Who's crying now ? sounds like a song .


----------



## AquaHull (Jun 10, 2012)

Hornets can fly when their nest is poked, even in the winter with snow on the ground.


----------



## Urinal Cake (Oct 19, 2013)

Is this a canadian hand grenade?
They never hurt anyone, make no noise and never explode.
Well, time to sit on the toilet and read the paper.... have a good day.


----------



## Real Old Man (Aug 17, 2015)

It's a wonder which is more offended by the reparte that has been taking place the Chanuks or Denton?


----------



## SittingElf (Feb 9, 2016)

jro1 said:


> What the heck is going on here? Ive never seen so much *none sense* and bickering between a bunch of dudes! you all know who I'm talking about! Cowboy up, or beat it!
> Don't make Denton keyboard assassinate your @$$!!


Actually, I've seen quite a bit of *some sense* here! :glee:


----------



## Seneca (Nov 16, 2012)

Who has gotten themselves wrapped around the axle this time?
Well who ever it is....
Deep breaths count to ten and try to see the bigger picture.


----------



## jro1 (Mar 3, 2014)

I heard the outdoor trading post is a good place to go have a beer and chat with the old dudes! No bickering goin on over there!


----------



## Denton (Sep 18, 2012)

Debate is fine and healthy, wouldn't we all say?

Personal, antagonistic remarks are fairly stupid, wouldn't the mature members say? Then again, some feel emboldened by distance and anonymity, so they leave statesmanship and reason behind when they fire up the electronic devices.


----------



## jro1 (Mar 3, 2014)

Denton said:


> Debate is fine and healthy, wouldn't we all say?
> 
> Personal, antagonistic remarks are fairly stupid, wouldn't the mature members say? Then again, some feel emboldened by distance and anonymity, so they leave statesmanship and reason behind when they fire up the electronic devices.


It's like banging on the glass at the zoo and the poor gorillas can't do anything about that little bastards on the other side!
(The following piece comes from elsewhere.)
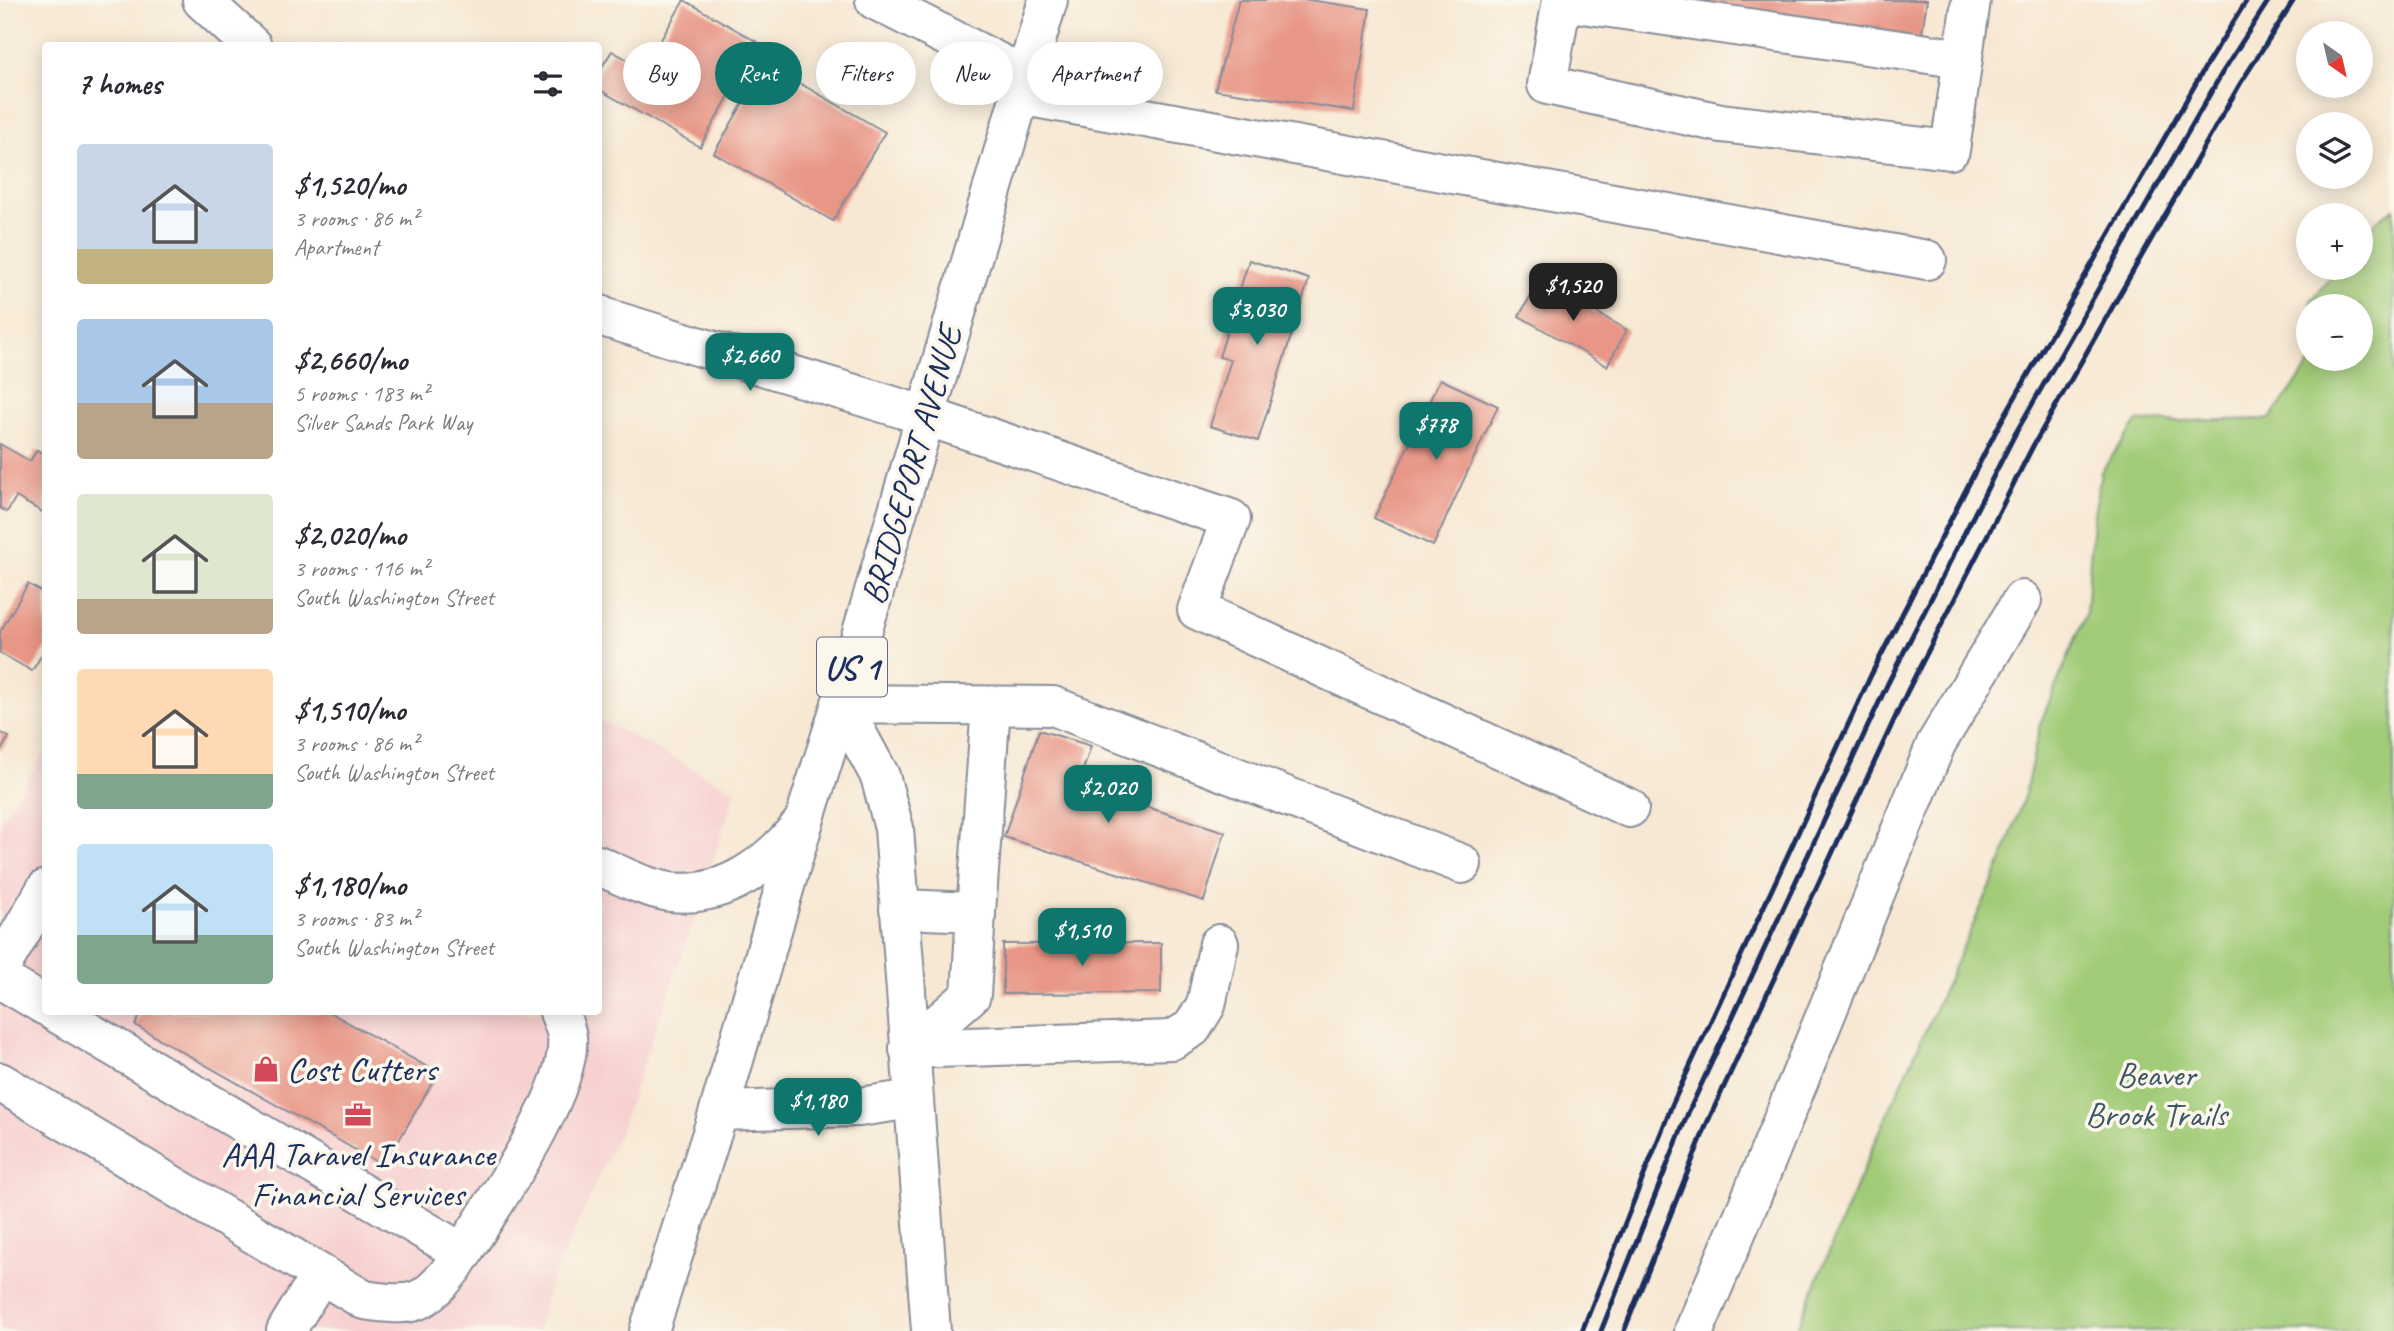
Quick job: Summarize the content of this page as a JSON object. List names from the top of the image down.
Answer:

Keyboard comandos! Cause talking cheap in person is way to dangerous!


----------



## jro1 (Mar 3, 2014)

We can all agree that bacon is pretty tasty though! But back bacon is better.......can't let a post like this go in unchallenged!


----------



## jro1 (Mar 3, 2014)

Yall know I'm just giving you a hard time! But give the senior guys a little more respect! They have contributed some really good stuff over the years! Have a beer with the guy first at the very least before you start ripping him a new one!


----------



## Real Old Man (Aug 17, 2015)

Respect is like a paycheck, it's supposed to be earned. When folks tend to spout foolishness should they not be taken to task? Isn't that what we're doing to the RNC right now?


----------



## jro1 (Mar 3, 2014)

Real Old Man said:


> Respect is like a paycheck, it's supposed to be earned. When folks tend to spout foolishness should they not be taken to task? Isn't that what we're doing to the RNC right now?
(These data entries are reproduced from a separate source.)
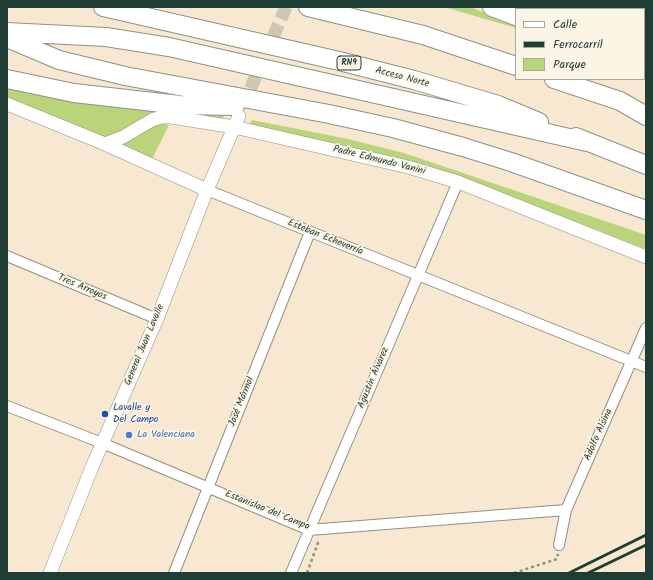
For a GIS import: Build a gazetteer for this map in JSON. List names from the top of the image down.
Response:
{
  "streets": {
    "highway": ["RN9", "Acceso Norte"],
    "street": [
      "Padre Edmundo Vanini",
      "Esteban Echeverría",
      "Tres Arroyos",
      "General Juan Lavalle",
      "Agustín Álvarez",
      "José Mármol",
      "Adolfo Alsina",
      "Estanislao del Campo"
    ]
  },
  "crossings": [
    ["Padre Edmundo Vanini", "Esteban Echeverría"],
    ["Padre Edmundo Vanini", "General Juan Lavalle"],
    ["Padre Edmundo Vanini", "Agustín Álvarez"],
    ["Esteban Echeverría", "General Juan Lavalle"],
    ["Esteban Echeverría", "Agustín Álvarez"],
    ["Esteban Echeverría", "José Mármol"],
    ["Esteban Echeverría", "Adolfo Alsina"],
    ["Tres Arroyos", "General Juan Lavalle"],
    ["General Juan Lavalle", "Estanislao del Campo"],
    ["Agustín Álvarez", "Estanislao del Campo"],
    ["José Mármol", "Estanislao del Campo"],
    ["Adolfo Alsina", "Estanislao del Campo"]
  ],
  "places": ["Lavalle y Del Campo", "La Valenciana"],
  "legend": ["Calle", "Ferrocarril", "Parque"]
}
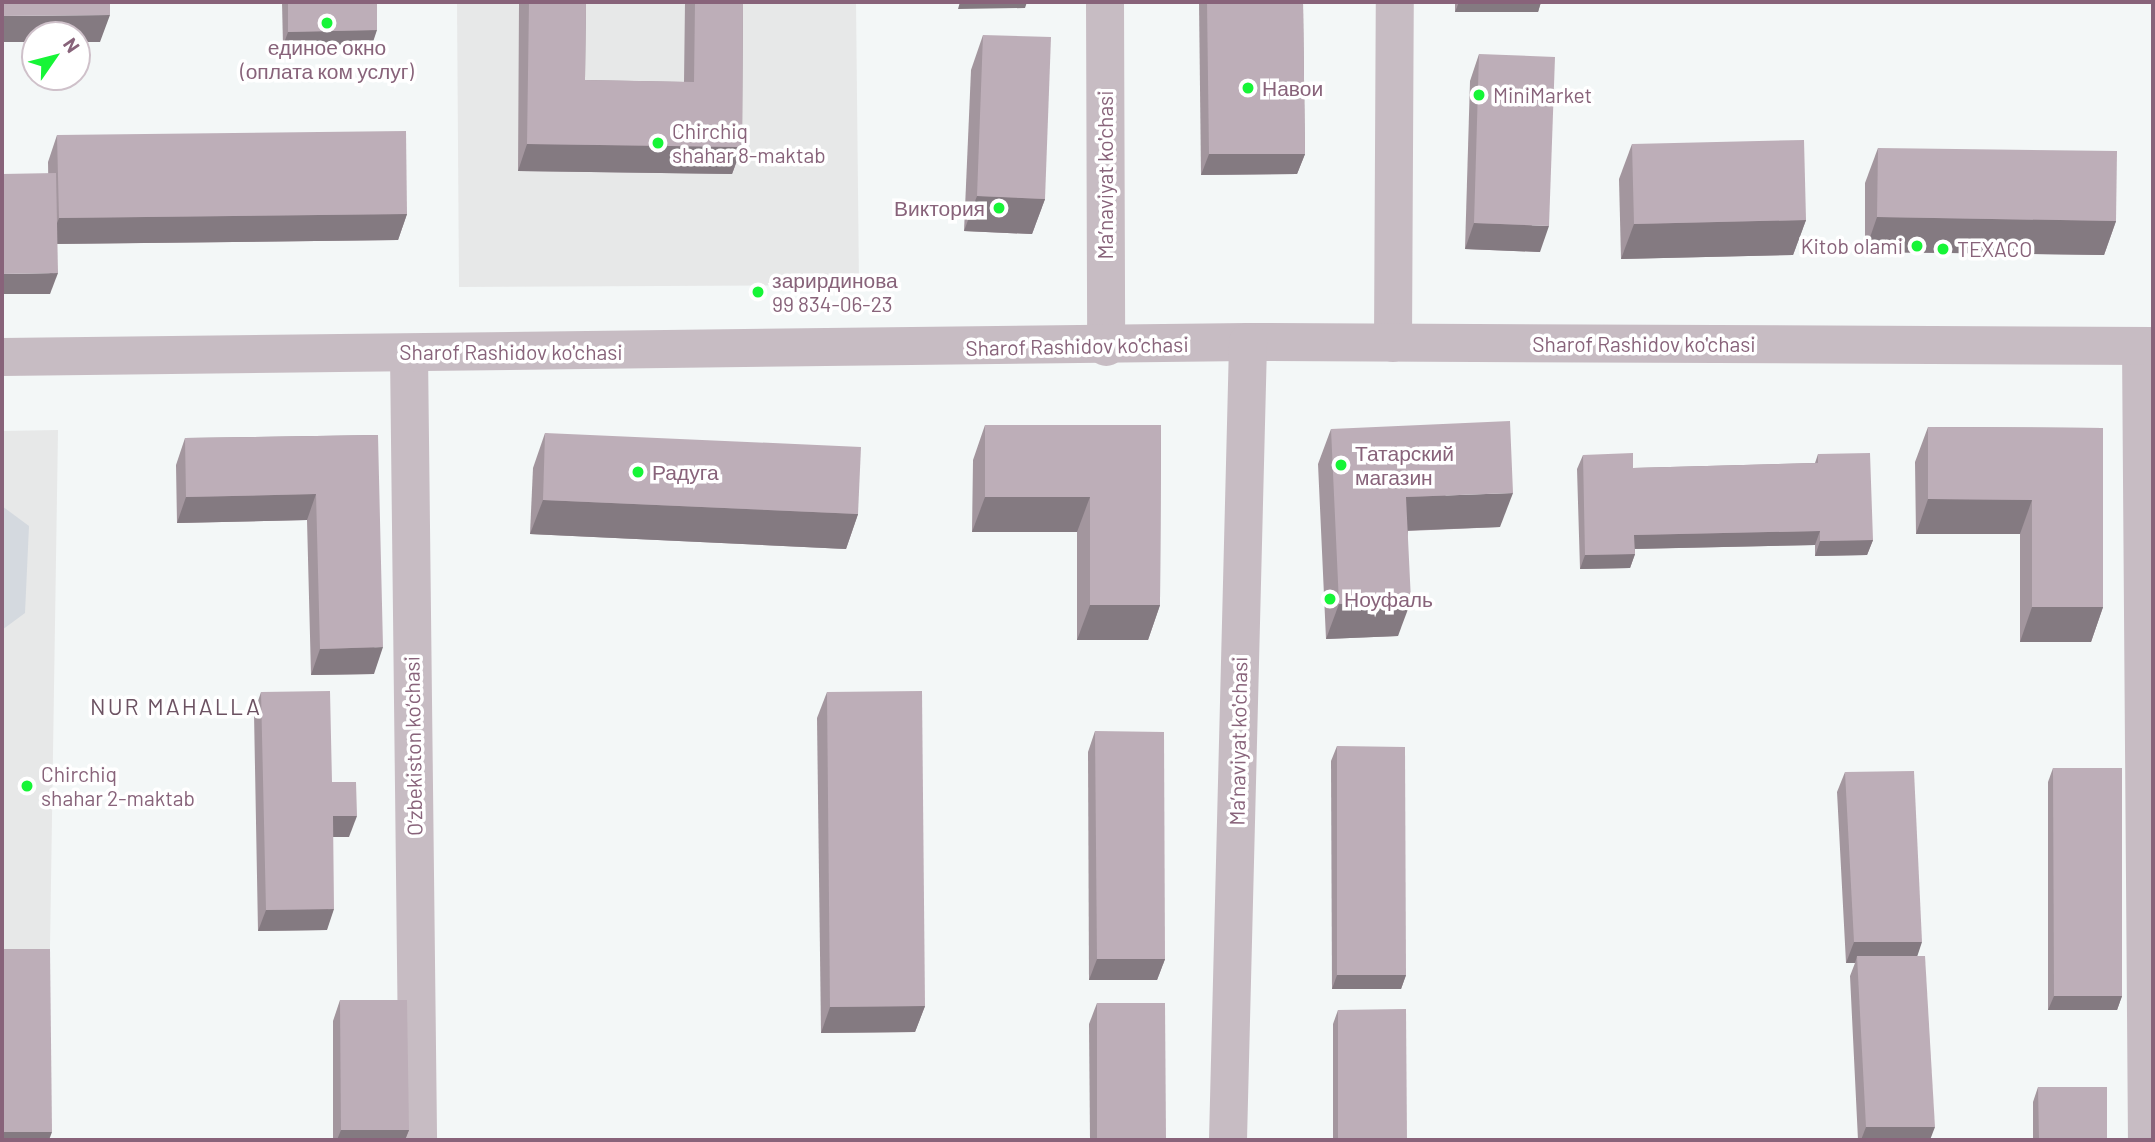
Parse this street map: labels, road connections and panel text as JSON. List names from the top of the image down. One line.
{"streets":{"street":["Ma’naviyat ko'chasi","Sharof Rashidov ko'chasi","O‘zbekiston ko‘chasi"]},"crossings":[["Ma’naviyat ko'chasi","Sharof Rashidov ko'chasi"],["Sharof Rashidov ko'chasi","O‘zbekiston ko‘chasi"]],"districts":["NUR MAHALLA"],"places":["единое окно (оплата ком услуг)","Навои","MiniMarket","Chirchiq shahar 8-maktab","Виктория","Kitob olami","TEXACO","зарирдинова 99 834-06-23","Татарский магазин","Радуга","Ноуфаль","Chirchiq shahar 2-maktab"],"north":"top right"}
You shoul post something else, to up that post count..if ya know what I mean!


----------



## MI.oldguy (Apr 18, 2013)




----------



## jro1 (Mar 3, 2014)

Real Old Man said:


> Respect is like a paycheck, it's supposed to be earned. When folks tend to spout foolishness should they not be taken to task? Isn't that what we're doing to the RNC right now?


You are right! But to carry on day and night is madness! I suppose endless bitching is a way to "bump" your post!


----------



## jro1 (Mar 3, 2014)

Perhaps this can be the official "let off some steam" room! Ranting and letting off some steam does wonders for the heart! Seen guys have heart attacks getting fired up over nothing!


----------



## Denton (Sep 18, 2012)

Real Old Man said:


> Respect is like a paycheck, it's supposed to be earned. When folks tend to spout foolishness should they not be taken to task? Isn't that what we're doing to the RNC right now?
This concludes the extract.